LED (Light Emitting Diode) is widely used in our daily life. Both light and heat are generated in the LED chip and then transmitted or conducted through different packaging materials and interfaces. Some of the transmitted light is converted to heat as the light propagates. In return, the build-up of heat lowers the light output. Thermal management is important in LED packaging and applications as accumulated heat negatively affects the reliability and lifespan of LEDs.

On the other hand, in the LED packaging process, there are many fluid flow problems such as phosphor coating, silicon injection, chip bonding, solder reflow, and the like. Among them, phosphor coating is the most important process essential for LED performance. Phosphor gels are a kind of non-Newtonian fluid, and the coating process is a typical fluid flow problem. Overall, LED packaging and applications present many thermal and fluid flow challenges, so a full understanding of these issues can advance LED process and design development. This review focuses on heat generation in chips, heat flow in packages and applications, and fluid flow in phosphor coating processes. This is an area where significant progress has been made over the past decade and these advances will facilitate state-of-the-art LED packaging and application technologies.

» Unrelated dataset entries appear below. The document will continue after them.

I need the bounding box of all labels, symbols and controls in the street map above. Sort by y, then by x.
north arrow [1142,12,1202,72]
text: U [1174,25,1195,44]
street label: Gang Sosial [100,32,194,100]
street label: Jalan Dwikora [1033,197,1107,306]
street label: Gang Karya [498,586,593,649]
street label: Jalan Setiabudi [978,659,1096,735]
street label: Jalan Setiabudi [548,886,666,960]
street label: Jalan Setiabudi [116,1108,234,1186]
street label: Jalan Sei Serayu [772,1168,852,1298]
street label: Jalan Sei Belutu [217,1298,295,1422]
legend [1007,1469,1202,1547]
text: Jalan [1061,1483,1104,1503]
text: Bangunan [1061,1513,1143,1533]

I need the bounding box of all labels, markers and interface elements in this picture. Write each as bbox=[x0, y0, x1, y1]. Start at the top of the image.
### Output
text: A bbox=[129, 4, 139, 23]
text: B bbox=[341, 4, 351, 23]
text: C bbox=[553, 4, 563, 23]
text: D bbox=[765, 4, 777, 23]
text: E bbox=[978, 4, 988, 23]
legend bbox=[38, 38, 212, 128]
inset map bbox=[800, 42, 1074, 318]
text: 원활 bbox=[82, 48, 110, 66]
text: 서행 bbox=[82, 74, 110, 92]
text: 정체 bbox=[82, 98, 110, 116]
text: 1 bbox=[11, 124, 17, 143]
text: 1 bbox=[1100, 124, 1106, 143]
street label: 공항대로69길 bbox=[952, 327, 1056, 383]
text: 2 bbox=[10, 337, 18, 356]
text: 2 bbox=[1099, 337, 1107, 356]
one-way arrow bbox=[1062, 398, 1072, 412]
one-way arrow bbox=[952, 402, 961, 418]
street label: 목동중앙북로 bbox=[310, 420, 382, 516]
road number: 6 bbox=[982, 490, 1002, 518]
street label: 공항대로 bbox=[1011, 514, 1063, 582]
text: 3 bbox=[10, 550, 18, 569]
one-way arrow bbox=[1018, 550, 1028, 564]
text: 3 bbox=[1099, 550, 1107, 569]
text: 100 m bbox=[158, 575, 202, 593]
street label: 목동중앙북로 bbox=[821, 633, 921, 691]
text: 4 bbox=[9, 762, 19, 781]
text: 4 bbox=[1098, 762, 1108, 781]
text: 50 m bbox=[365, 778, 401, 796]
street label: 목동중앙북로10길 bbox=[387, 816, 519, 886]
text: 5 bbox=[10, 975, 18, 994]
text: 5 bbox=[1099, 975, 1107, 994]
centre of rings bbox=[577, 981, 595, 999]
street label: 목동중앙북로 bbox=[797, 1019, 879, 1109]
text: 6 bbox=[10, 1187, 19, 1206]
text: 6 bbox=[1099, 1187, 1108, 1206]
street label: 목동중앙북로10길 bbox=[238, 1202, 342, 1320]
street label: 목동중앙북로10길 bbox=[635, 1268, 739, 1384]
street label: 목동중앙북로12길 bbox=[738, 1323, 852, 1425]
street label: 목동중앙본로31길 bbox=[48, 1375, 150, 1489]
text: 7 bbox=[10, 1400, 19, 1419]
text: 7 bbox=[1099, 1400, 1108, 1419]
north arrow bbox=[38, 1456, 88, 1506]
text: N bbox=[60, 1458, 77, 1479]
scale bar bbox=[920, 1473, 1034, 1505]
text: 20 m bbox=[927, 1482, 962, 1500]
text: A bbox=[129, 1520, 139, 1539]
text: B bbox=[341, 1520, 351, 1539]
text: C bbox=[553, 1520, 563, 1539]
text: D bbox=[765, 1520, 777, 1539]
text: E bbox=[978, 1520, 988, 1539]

In LEDs, electricity is converted into light. It is well known that LEDs offer the following benefits Energy saving: LEDs require less energy to produce equivalent light compared to other light sources.    Long lifespan: LEDs last longer than other lamps due to their compact physical properties. Incandescent lamps tend to last for 1000 hours, as the heat destroys the filament, while fluorescent lamps tend to last for 10,000 hours. LEDs can theoretically last over 50,000 hours. Eco-friendly characteristics: Unlike fluorescent lamps, LEDs do not contain mercury, so whenever LEDs are discarded, they are eco-friendly. Wide color temperature: LEDs offer a wider color temperature range (4500 K–12,000 K) and a wider operating temperature (-20 °C to 85 °C).

Fast start-up: LEDs do not have cold start-up problems, unlike many other light sources such as metal halide lamps. Based on these advantages, LED has been considered as the 4th generation light source so far [1], [4]. It is widely applied in our daily life, such as street lamps, backlights, automobile headlamps, and general lighting. It is believed that LEDs will bring even more widespread and profound benefits to the world in the future. For the contribution of LEDs to human society as a whole, the 2014 Nobel Prize in Physics was awarded to three scientists for inventing an efficient blue LED based on gallium nitride (GaN) .

For high-power LED chips, the key part is a “PN junction” where a quantum well or multiple quantum well (MQW) layer is sandwiched between a p-GaN layer and an n-GaN layer .In a PN junction, the “P” material contains an excess of positive charge (also known as holes) because it has no electrons. “N” materials contain an excess of negative charge due to the presence of electrons. To understand the lighting principle, we can consider an unbiased PN junction. shows the PN energy band diagram. The depletion region mainly extends to the p-side. There is a potential barrier from Ec on the n side to Ec on the p side, which is called the built-in voltage V0. This potential barrier prevents excessive free electrons from the n side from diffusing to the p side. Applying a voltage V across the junction reduces the built-in potential from V0 to V0-V. Through this, electrons on the n side are injected into the p side and recombine with the holes there, resulting in spontaneous emission of photons (light).